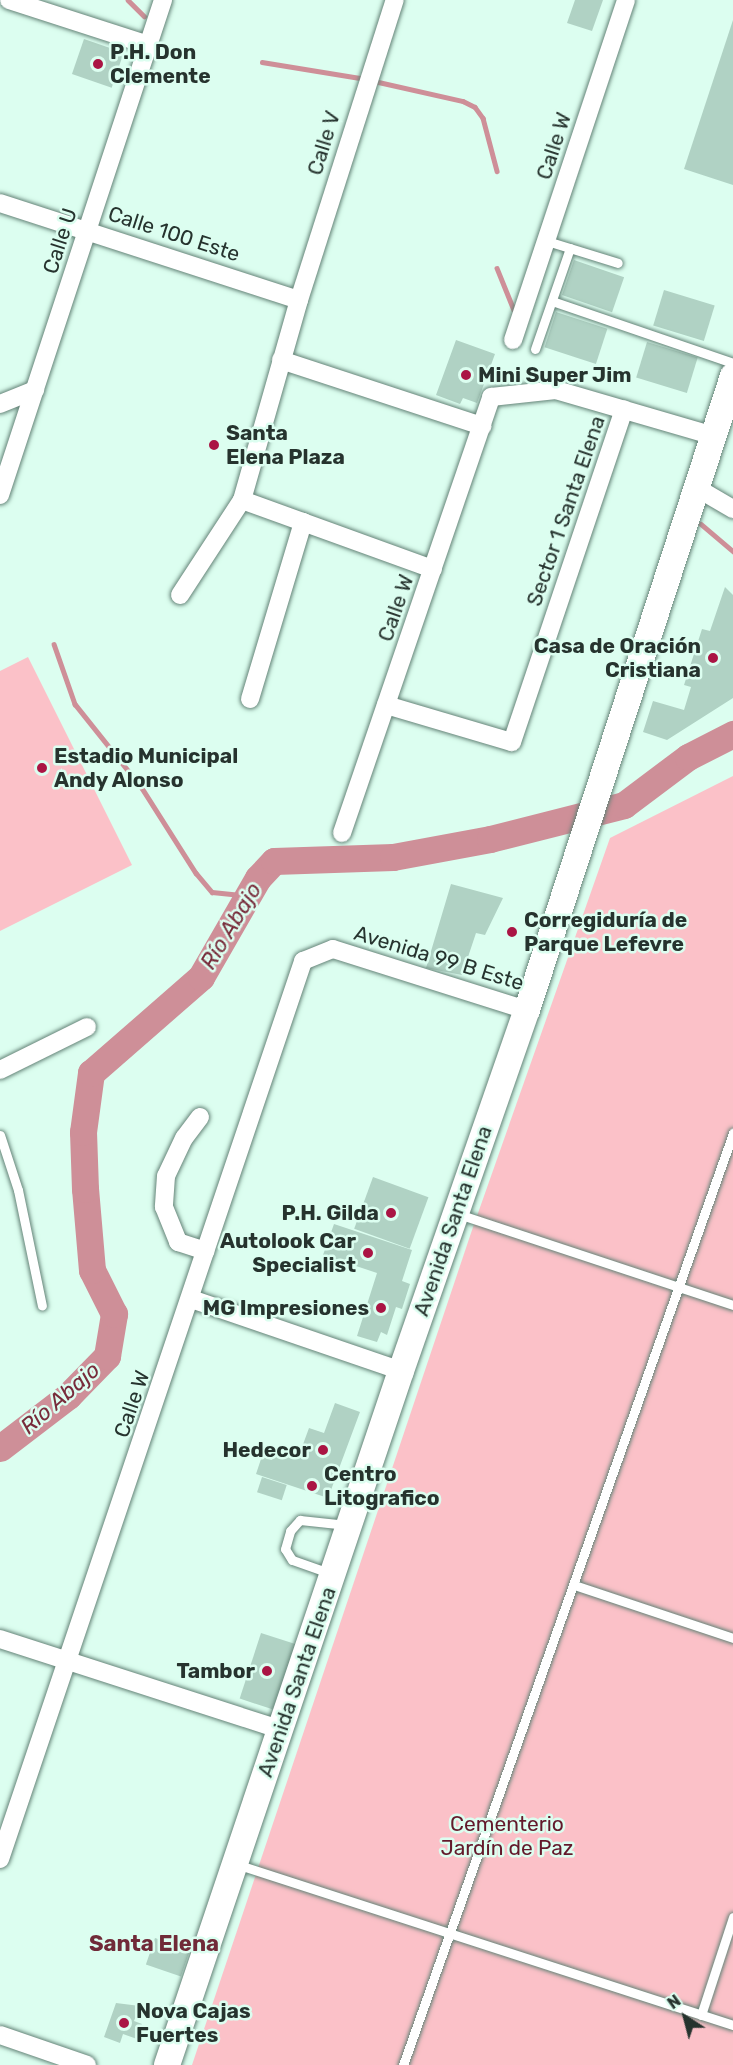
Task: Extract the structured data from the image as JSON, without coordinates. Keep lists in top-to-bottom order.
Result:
{
  "streets": {
    "street": [
      "Calle V",
      "Calle W",
      "Calle 100 Este",
      "Calle U",
      "Sector 1 Santa Elena",
      "Avenida 99 B Este",
      "Avenida Santa Elena"
    ]
  },
  "crossings": [
    ["Calle V", "Calle 100 Este"],
    ["Calle W", "Sector 1 Santa Elena"],
    ["Calle W", "Avenida 99 B Este"],
    ["Calle 100 Este", "Calle U"],
    ["Avenida 99 B Este", "Avenida Santa Elena"]
  ],
  "districts": ["Santa Elena"],
  "water": ["Río Abajo"],
  "parks": ["Cementerio Jardín de Paz"],
  "places": [
    "P.H. Don Clemente",
    "Mini Super Jim",
    "Santa Elena Plaza",
    "Casa de Oración Cristiana",
    "Estadio Municipal Andy Alonso",
    "Corregiduría de Parque Lefevre",
    "P.H. Gilda",
    "Autolook Car Specialist",
    "MG Impresiones",
    "Hedecor",
    "Centro Litografico",
    "Tambor",
    "Nova Cajas Fuertes"
  ],
  "north": "top left"
}
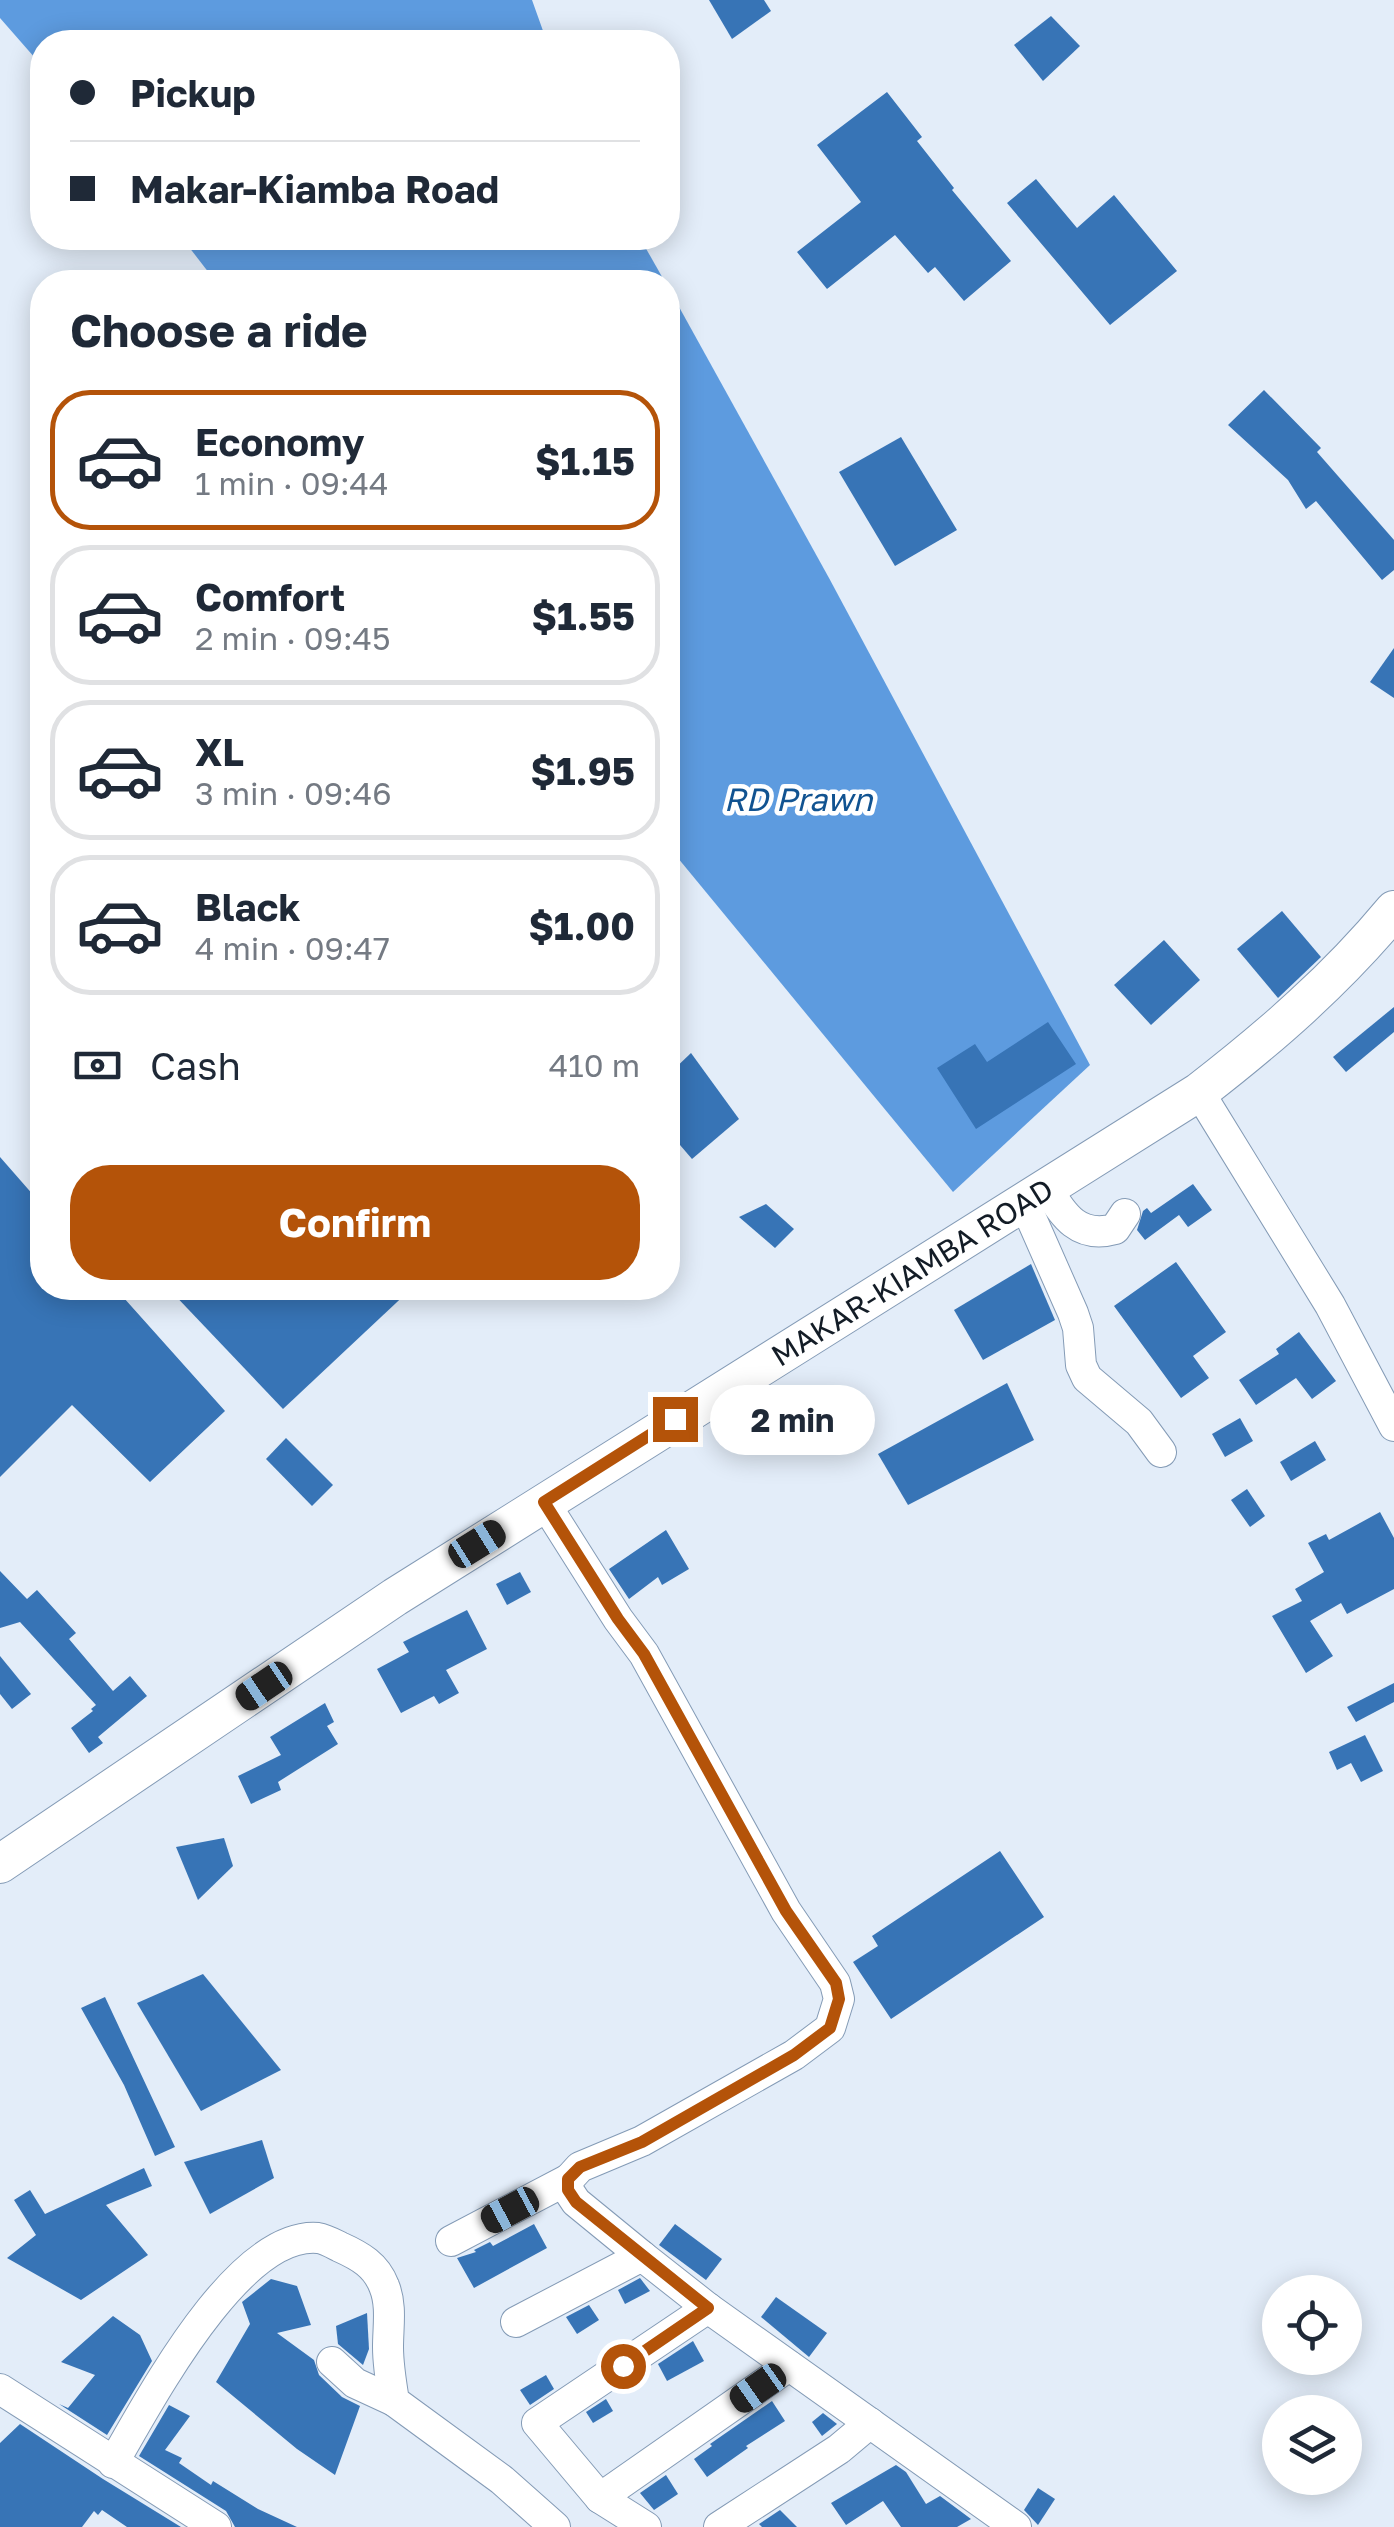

:::::

### Activity
Leave the pictures out and set down the rest of the listing above exactly.

### Expected answer
Task: Extract the structured data from the image as JSON, without coordinates. Keep lists in top-to-bottom order.
Result:
{
  "streets": {
    "street": [
      "Calle V",
      "Calle W",
      "Calle 100 Este",
      "Calle U",
      "Sector 1 Santa Elena",
      "Avenida 99 B Este",
      "Avenida Santa Elena"
    ]
  },
  "crossings": [
    ["Calle V", "Calle 100 Este"],
    ["Calle W", "Sector 1 Santa Elena"],
    ["Calle W", "Avenida 99 B Este"],
    ["Calle 100 Este", "Calle U"],
    ["Avenida 99 B Este", "Avenida Santa Elena"]
  ],
  "districts": ["Santa Elena"],
  "water": ["Río Abajo"],
  "parks": ["Cementerio Jardín de Paz"],
  "places": [
    "P.H. Don Clemente",
    "Mini Super Jim",
    "Santa Elena Plaza",
    "Casa de Oración Cristiana",
    "Estadio Municipal Andy Alonso",
    "Corregiduría de Parque Lefevre",
    "P.H. Gilda",
    "Autolook Car Specialist",
    "MG Impresiones",
    "Hedecor",
    "Centro Litografico",
    "Tambor",
    "Nova Cajas Fuertes"
  ],
  "north": "top left"
}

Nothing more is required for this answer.